Approximate the waveform by using the most recently submitted buffer's data. Given the size of the buffer is only long enough to hold 0.01 seconds of audio, I figure the visual delay won't be very noticeable. The only problems with this method are that it produces overlapping sine waves at certain frequencies, instead of the 1 sine wave I'm expecting. I suspect this issue has to do with timing/synchronization between the audio generation loop and the render loop. This is the implementation of this solution.
void Render()
{
for (int i = 0; i < available_frames; i++)
{
ball_y = main_window->GetHeight() / 2;
float deflection = (float)buffer[i] / (float)max_amplitude;
deflection *= DEFAULT_AMPLITUDE_DEFLECTION;
ball_y += deflection;
ball_x = ((float)i / (float)available_frames);
ball_x *= main_window->GetWidth();
main_window->DrawCircle(ball_x, ball_y, 2);
}
}
- Approximate the waveform based on how long a key is held. This method produces a slightly jittering effect and the overlapping sine wave problem persists, so the solution is worse than #2.
void Update()
{
...
...
...
//time one key has been held in milliseconds
time_held += (frequency == 0 ? (-time_held) : dt);
}
void Render()
{
float time_held_seconds = time_held / 1000.f;
for (int i = 0; i < available_frames; i++)
{
//get the number of samples generated since the key was pressed
unsigned int generated_samples = wave_fmt->nSamplesPerSec * (time_held_seconds);
//modulo number of samples by buffer size to get current index in buffer
unsigned int buffer_position = generated_samples % available_frames;
unsigned int buffer_index = (buffer_position + i) % available_frames;
//convert to screen space coordinates
ball_y = main_window->GetHeight() / 2;
float deflection = ((float)buffer[buffer_index] / (float)max_amplitude);
deflection *= DEFAULT_AMPLITUDE_DEFLECTION;
ball_y += deflection;
ball_x = ((float)i / (float)available_frames);
ball_x *= main_window->GetWidth();
main_window->DrawCircle(ball_x, ball_y, 2);
}
}
- While debugging, I noticed that if I add a
std::cout
statement inside the renderfor (int i = 0; i < available_frames; i++)

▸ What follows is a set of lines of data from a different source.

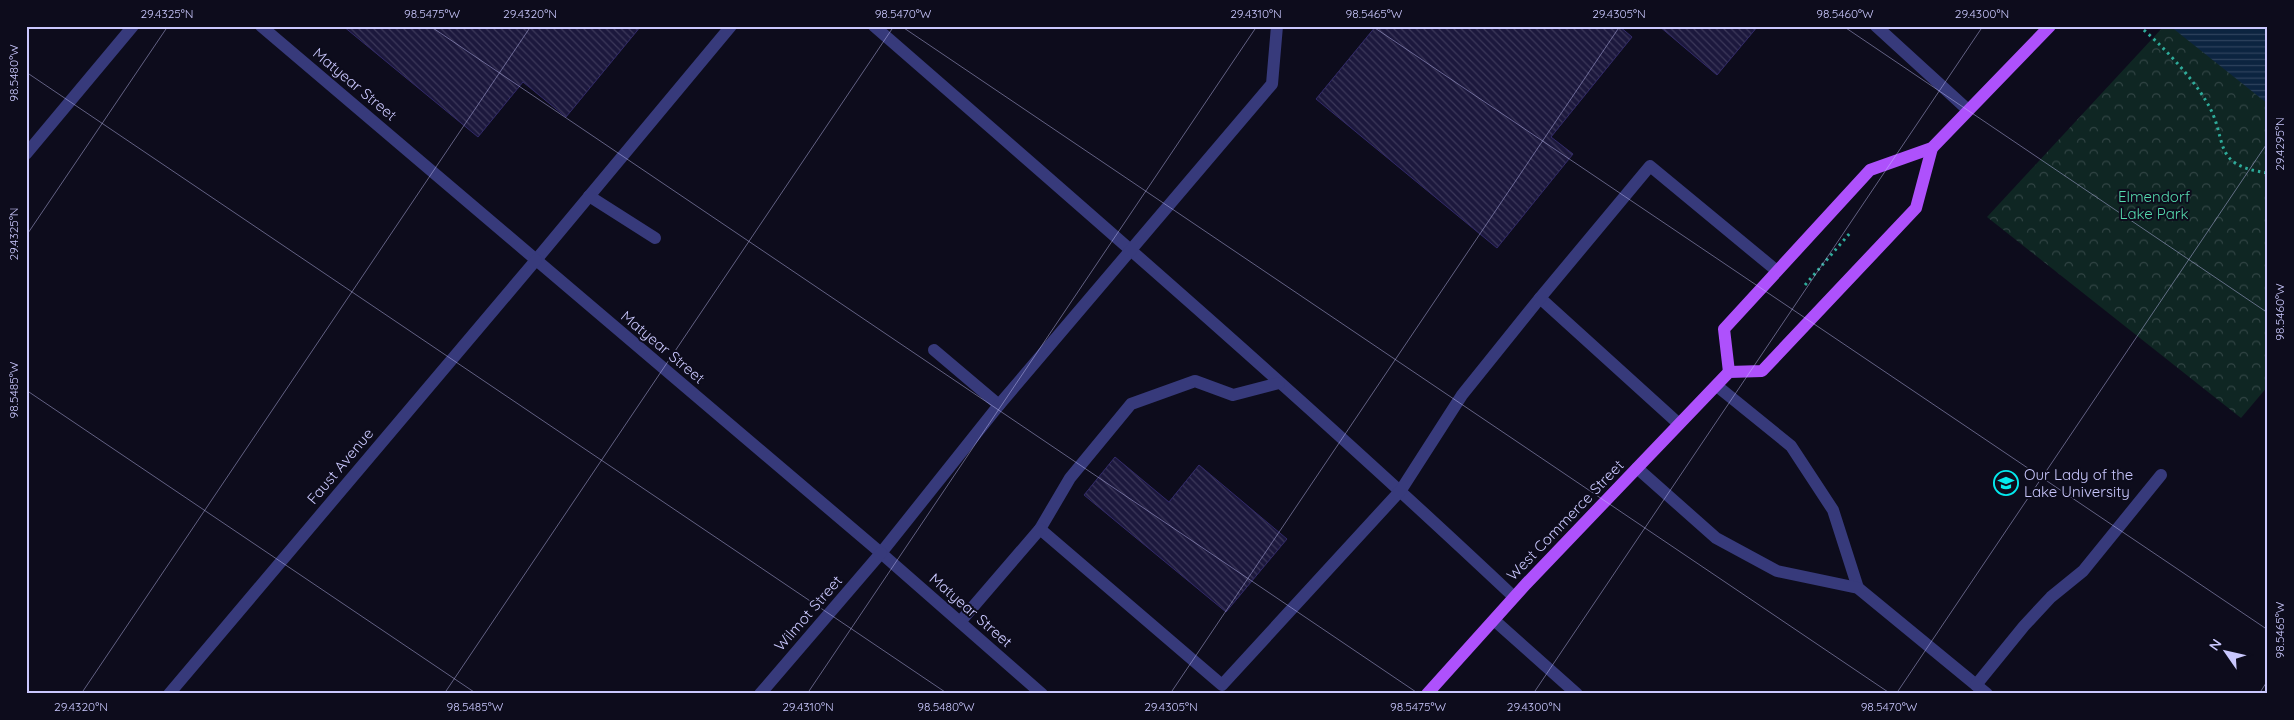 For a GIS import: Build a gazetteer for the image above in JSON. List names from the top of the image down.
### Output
{
  "streets": {
    "main road": ["West Commerce Street"],
    "street": ["Matyear Street", "Faust Avenue", "Wilmot Street"]
  },
  "crossings": [
    ["Matyear Street", "Faust Avenue"],
    ["Matyear Street", "Wilmot Street"]
  ],
  "parks": ["Elmendorf Lake Park"],
  "places": {
    "school or university": ["Our Lady of the Lake University"]
  },
  "north": "top left",
  "coordinates": [
    "29.4325°N",
    "98.5475°W",
    "29.4320°N",
    "98.5470°W",
    "29.4310°N",
    "98.5465°W",
    "29.4305°N",
    "98.5460°W",
    "29.4300°N",
    "98.5480°W",
    "29.4295°N",
    "98.5485°W"
  ]
}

loop, the of overlapping sine waves virtually disappears. The drawback being that the application slows to a crawl. This is what led me to believe the issue lies with timing or synchronizaiton. With this psuedo-fix in mind, I then tried implementing a controlled delay inside the render loop, i.e., locking the framerate. The drawback with this method is depending on TARGET_FPS, the application either has a pronounced "flickering" effect with little to no sine wave overlap (when TARGET_FPS is in the 1 - 30 range) or little to no flickering but with pronounced overlap of sine waves ( when TARGET_FPS is in the 300+ range). With TARGET_FPS between 30 to 300, both the flickering and the sine wave overlap are prominent.
void OnRender()
{
QueryPerformanceFrequency(&freq);
QueryPerformanceCounter(&end_t);
LONGLONG dt = end_t.QuadPart - start_t.QuadPart;
float cycle_time = dt / (float)freq.QuadPart;
if (cycle_time < (1.f / TARGET_FPS))
return;
start_t = end_t;
for (int i = 0; i < available_frames; i++)
{
//get the number of samples generated since the key was pressed
unsigned int generated_samples = wave_fmt->nSamplesPerSec * (time_held_seconds);
//modulo number of samples by buffer size to get current index in buffer
unsigned int buffer_position = generated_samples % available_frames;
unsigned int buffer_index = (buffer_position + i) % available_frames;
//convert to screen space coordinates
ball_y = main_window->GetHeight() / 2;
float deflection = ((float)buffer[buffer_index] / (float)max_amplitude);
//std::cout << deflection << '\n'; <-- uncommenting this indirectly fixes the overlapping sine waves issue but slows the audio and the program to a crawl
deflection *= DEFAULT_AMPLITUDE_DEFLECTION;
ball_y += deflection;
ball_x = ((float)i / (float)available_frames);
ball_x *= main_window->GetWidth();
main_window->DrawCircle(ball_x, ball_y, 2);
}
}
- I thought the flickering might have something do with the background being cleared before every call to Render(), so I disabled background clearing to test this. The sine waves are very clearly being drawn at phase-offset positions.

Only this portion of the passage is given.